De manière spécifique, elle a pour objectif une décarbonation complète du secteur de l’énergie, le plus facile à électrifier, "peu après 2040", en se basant sur "les énergies renouvelables, le nucléaire, l’efficacité énergétique, le stockage, le captage et stockage du CO2 (CCS), le captage et la valorisation du CO2 (CCU), l’élimination du carbone, la géothermie et l’hydroélectricité". La Commission souligne cependant que le captage du carbone, une technique encore peu mature et coûteuse, devrait être ciblé sur les "secteurs difficiles à réduire, où les alternatives sont moins viables économiquement". Cette proposition de la Commission européenne est ambitieuse mais réaliste. Cela constitue un argument économique solide pour réduire la dépendance de l’UE aux combustibles fossiles à la suite de la COP28 à Dubaï.

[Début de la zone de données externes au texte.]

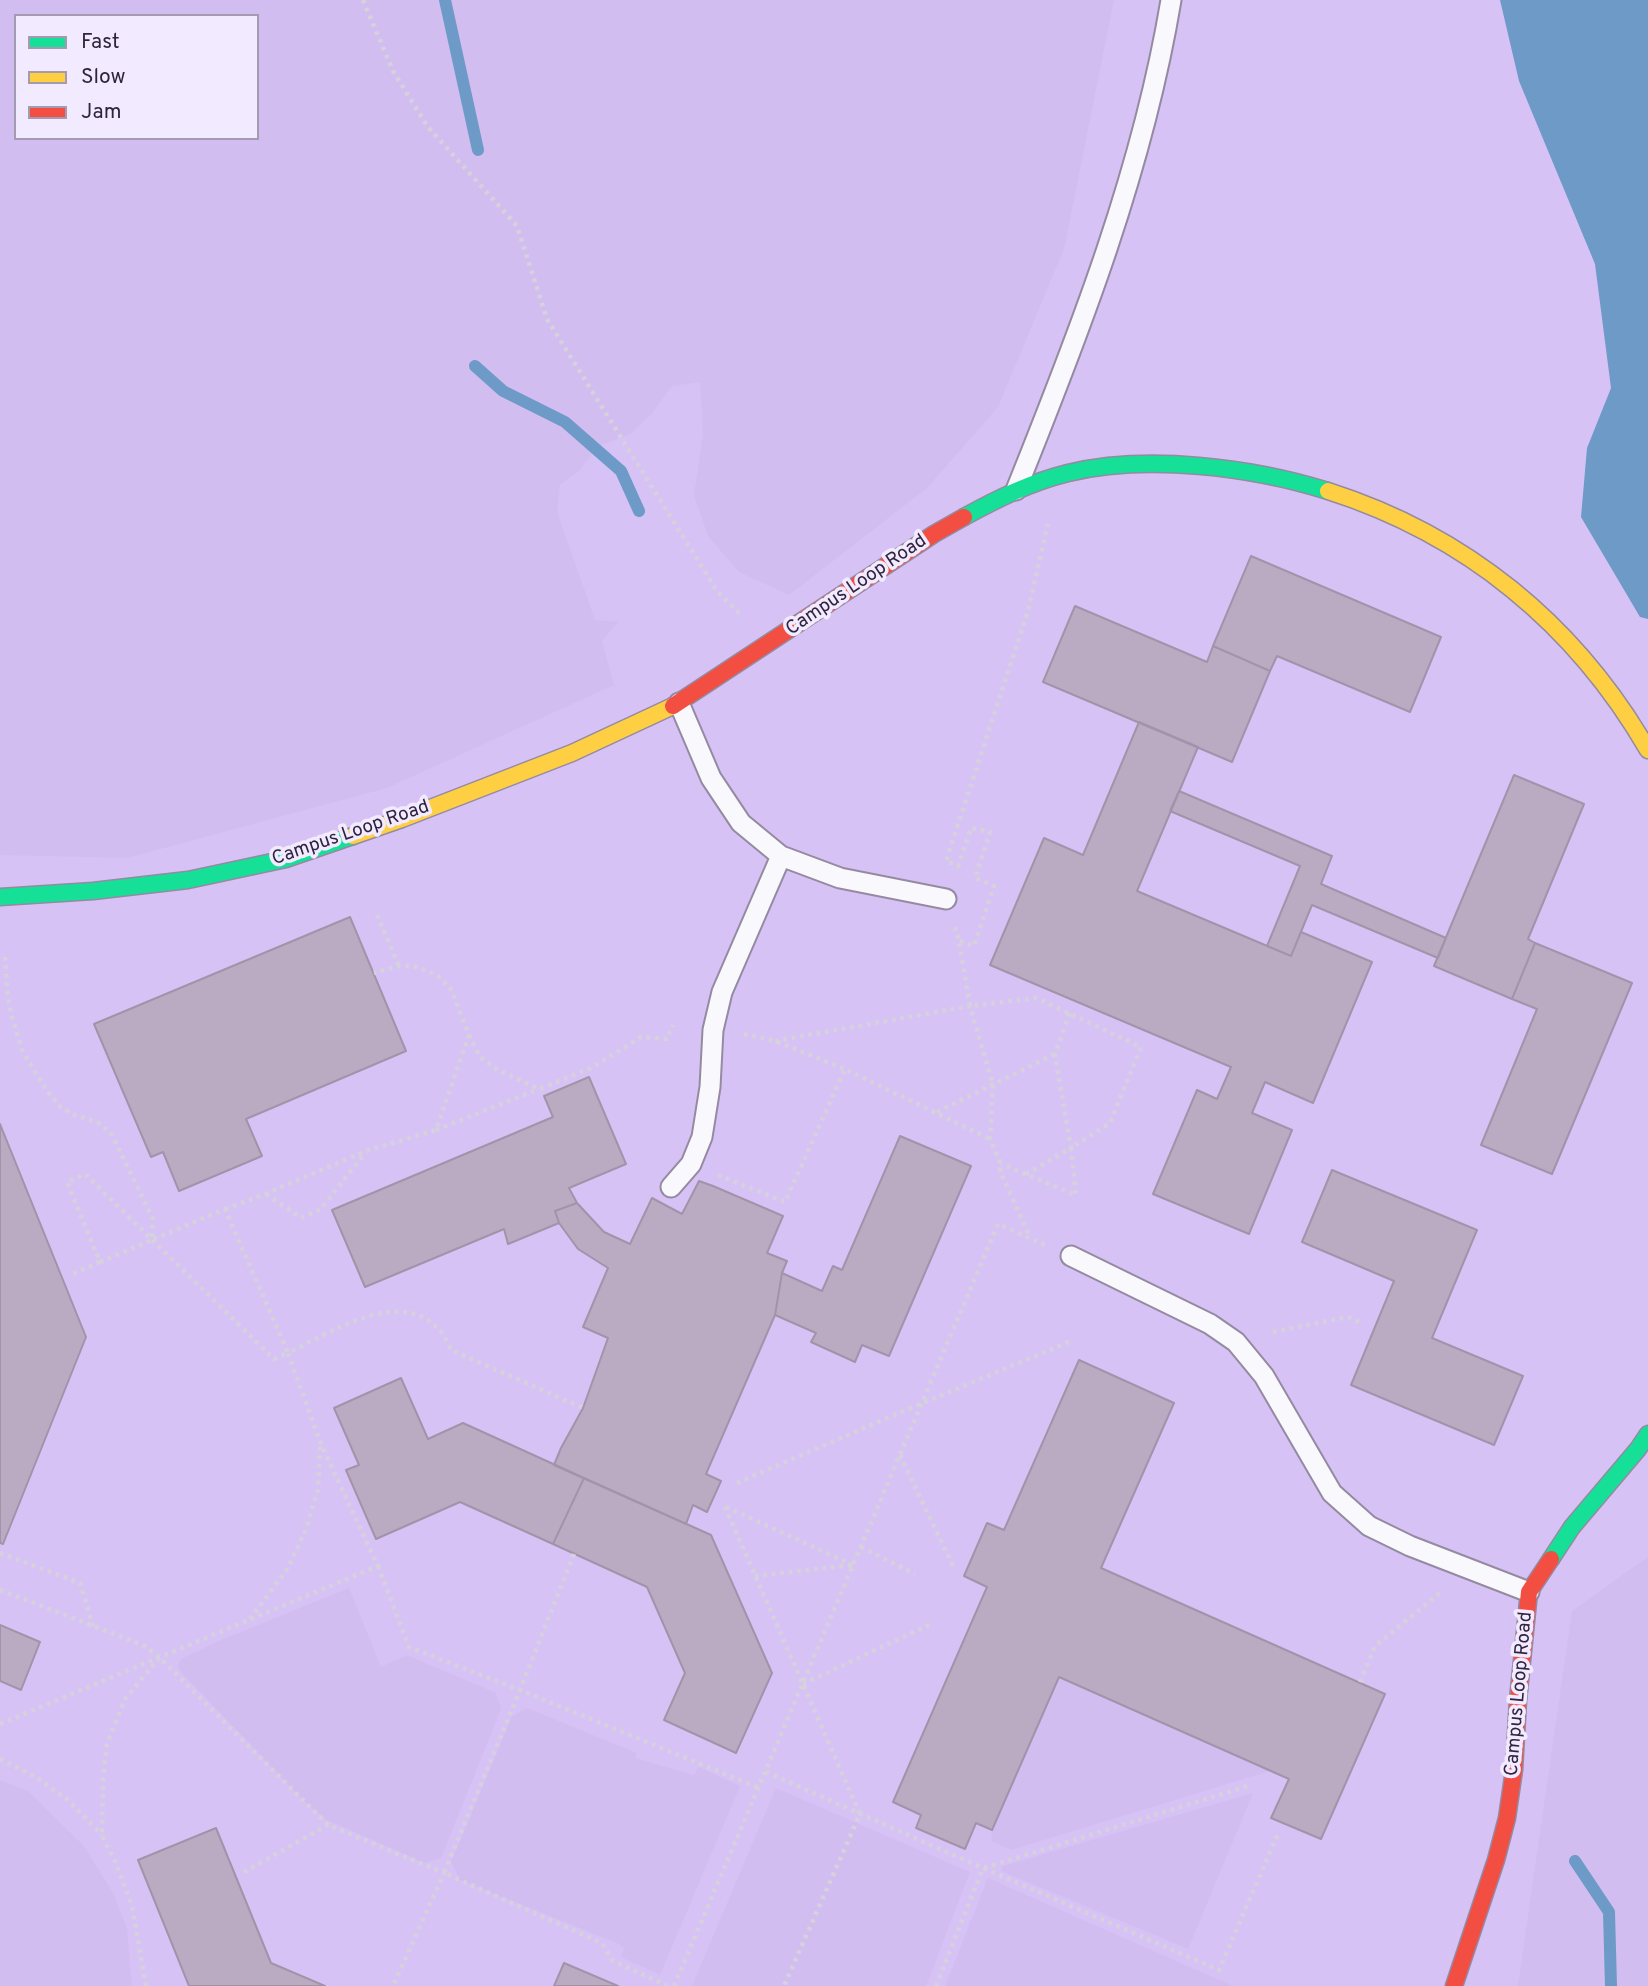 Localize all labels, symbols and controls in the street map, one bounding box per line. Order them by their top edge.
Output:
legend [14,14,259,140]
text: Fast [81,29,120,56]
text: Slow [81,64,126,91]
text: Jam [81,99,122,126]
street label: Campus Loop Road [782,530,932,642]
street label: Campus Loop Road [269,796,433,872]
street label: Campus Loop Road [1501,1611,1539,1777] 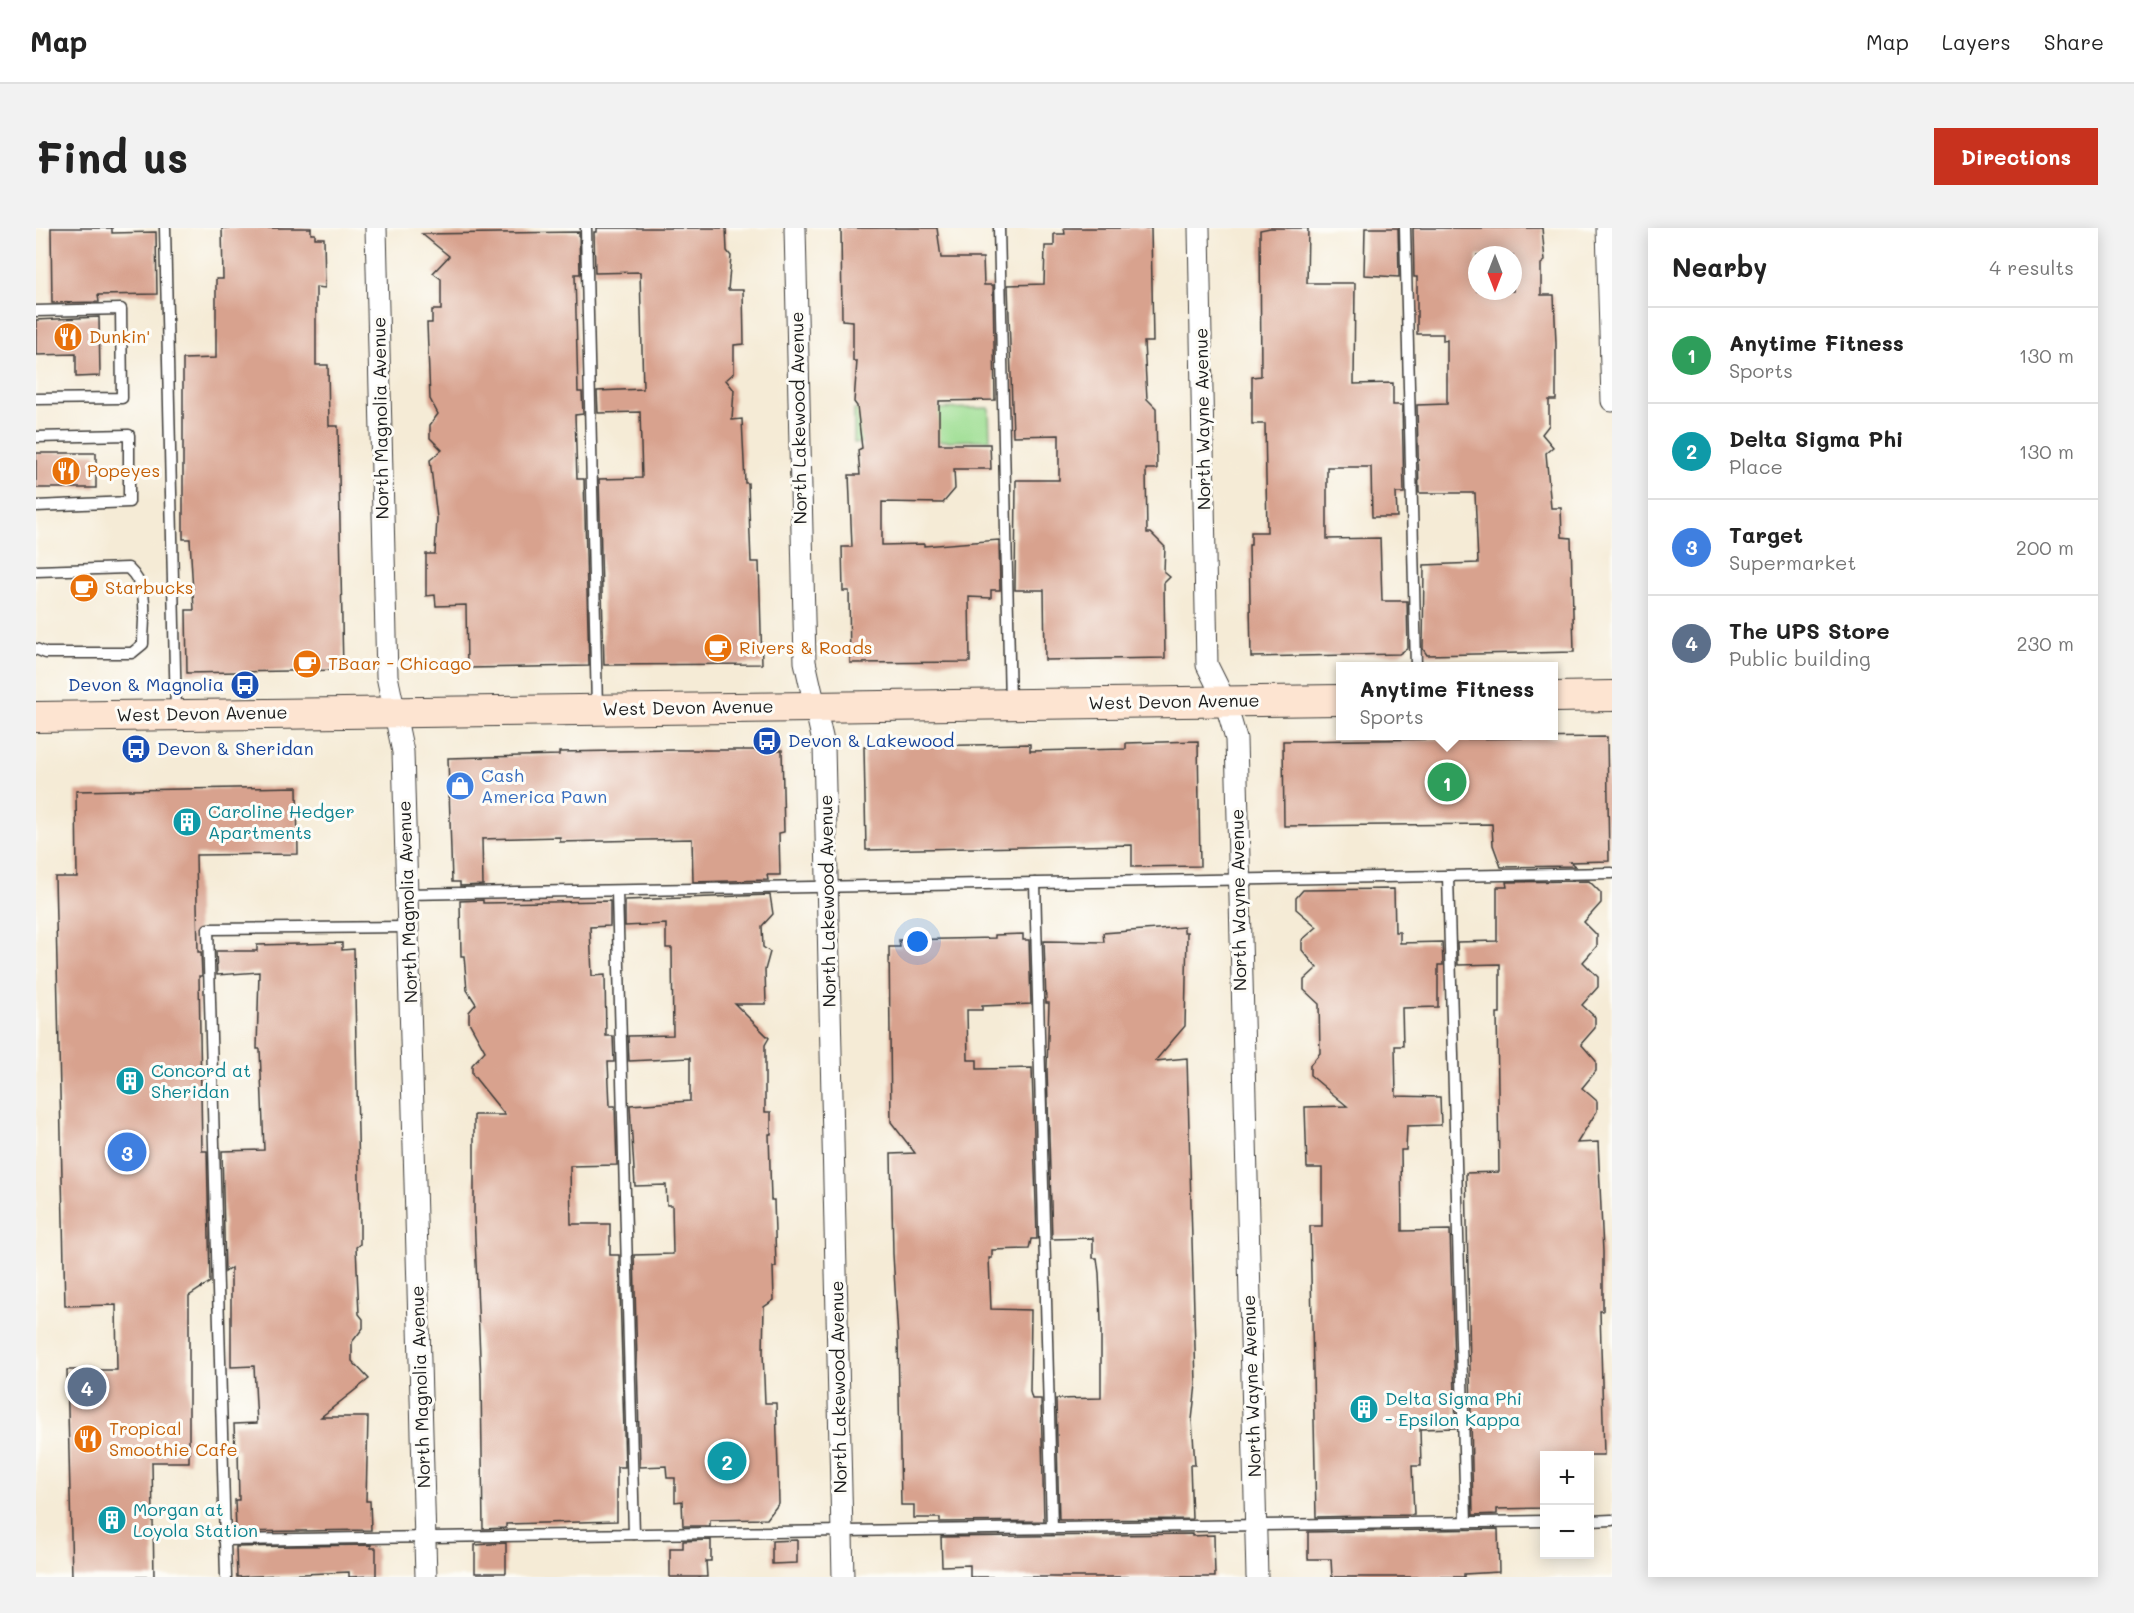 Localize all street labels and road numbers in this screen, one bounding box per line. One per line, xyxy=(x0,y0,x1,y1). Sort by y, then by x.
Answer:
street label: North Lakewood Avenue xyxy=(784,311,812,525)
street label: North Magnolia Avenue xyxy=(366,316,394,520)
street label: North Wayne Avenue xyxy=(1188,328,1216,510)
street label: West Devon Avenue xyxy=(1088,688,1260,714)
street label: West Devon Avenue xyxy=(602,694,774,720)
street label: West Devon Avenue xyxy=(116,700,288,726)
street label: North Lakewood Avenue xyxy=(813,794,841,1008)
street label: North Magnolia Avenue xyxy=(391,800,423,1004)
street label: North Wayne Avenue xyxy=(1224,809,1252,991)
street label: North Lakewood Avenue xyxy=(824,1280,852,1494)
street label: North Magnolia Avenue xyxy=(404,1285,436,1489)
street label: North Wayne Avenue xyxy=(1236,1294,1266,1478) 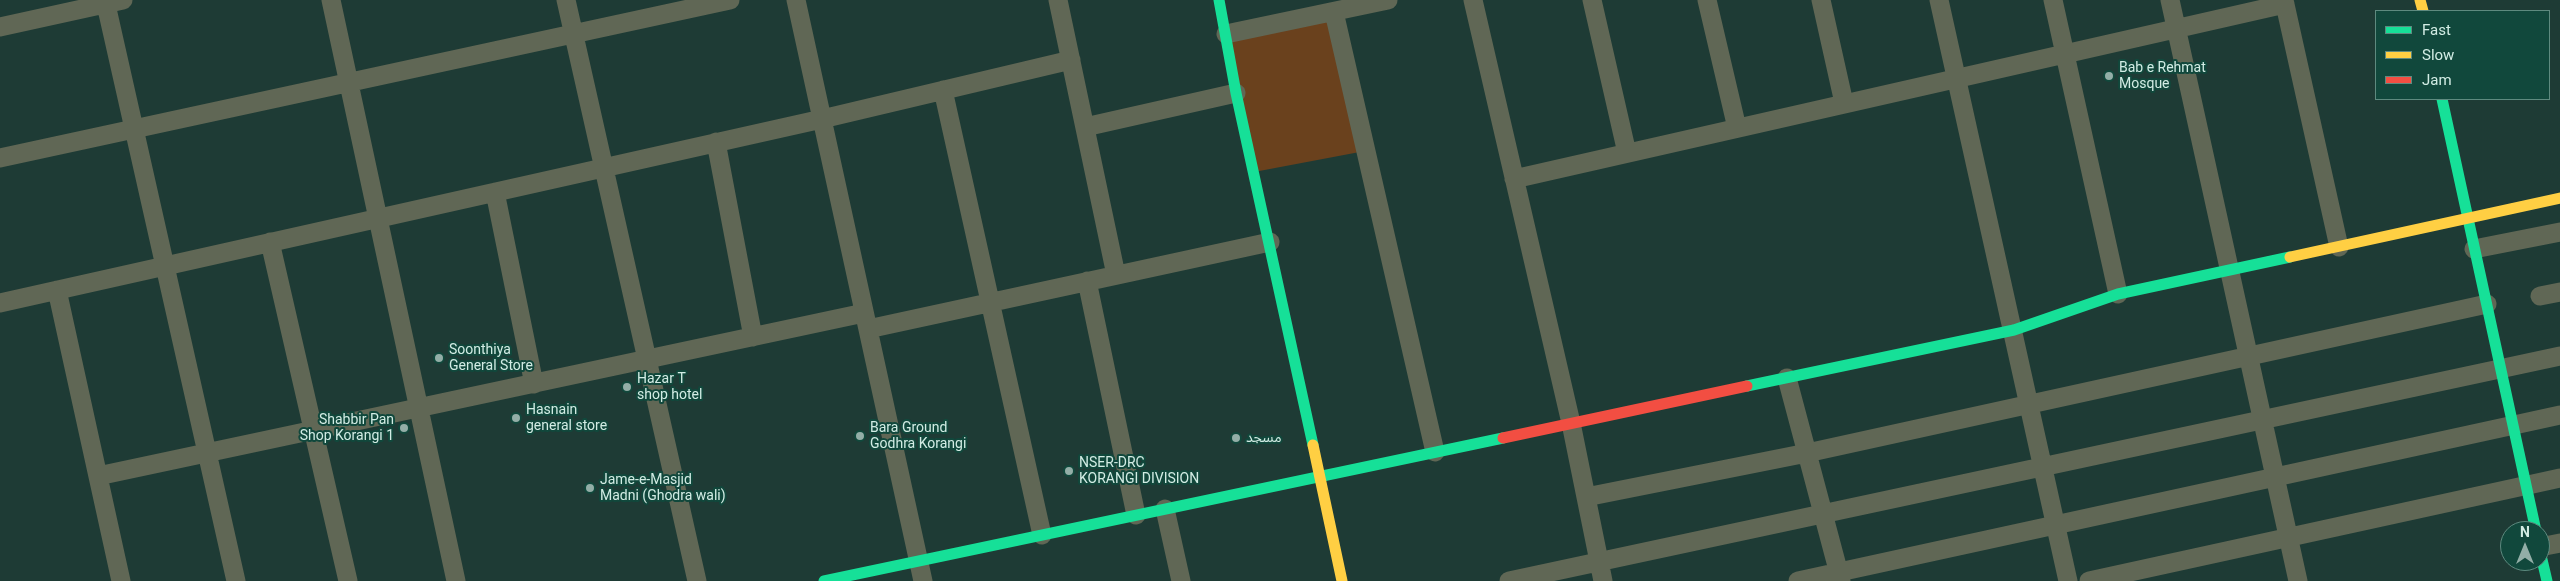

Baisser l’utilisation de combustibles fossiles de 80 % est une première étape importante pour renforcer la sécurité énergétique", a commenté Linda Kalcher, directrice générale de Strategic Perspectives. L’ONG Greenpeace regrette cependant qu’il n’y ait pas de date précise de sortie des énergies fossiles. "Cela a autant de sens qu’un objectif de prévention du cancer du poumon sans aucun plan pour mettre fin au tabagisme", assure Silvia Pastorelli, responsable de la campagne climat pour l’ONG environnementale. "L’absence de plan d’élimination progressive des combustibles fossiles, et même des subventions, non seulement, retarde l’action climatique dont nous avons besoin de toute urgence, mais finira par nuire davantage à la population", ajoute-t-elle

Encore un point noir pointé par plusieurs observateurs : le recours aux technologies d’élimination et de séquestration du carbone équivalent à 400 millions de tonnes de CO2 par an d’ici 2040. Cela porterait l’objectif de l’UE à une réduction de 82 % en valeur absolue, "ce qui est totalement insuffisant", pour Carbon Market Watch. Mais aussi risqué, prévient l’organisation, car cela revient à miser sur les puits carbones naturels. Or, "la capacité d’absorption du carbone des puits terrestres de l’UE est en déclin depuis de nombreuses années et le stockage dans les systèmes naturels risque constamment de libérer le carbone stocké dans l’atmosphère", explique-t-elle dans un communiqué.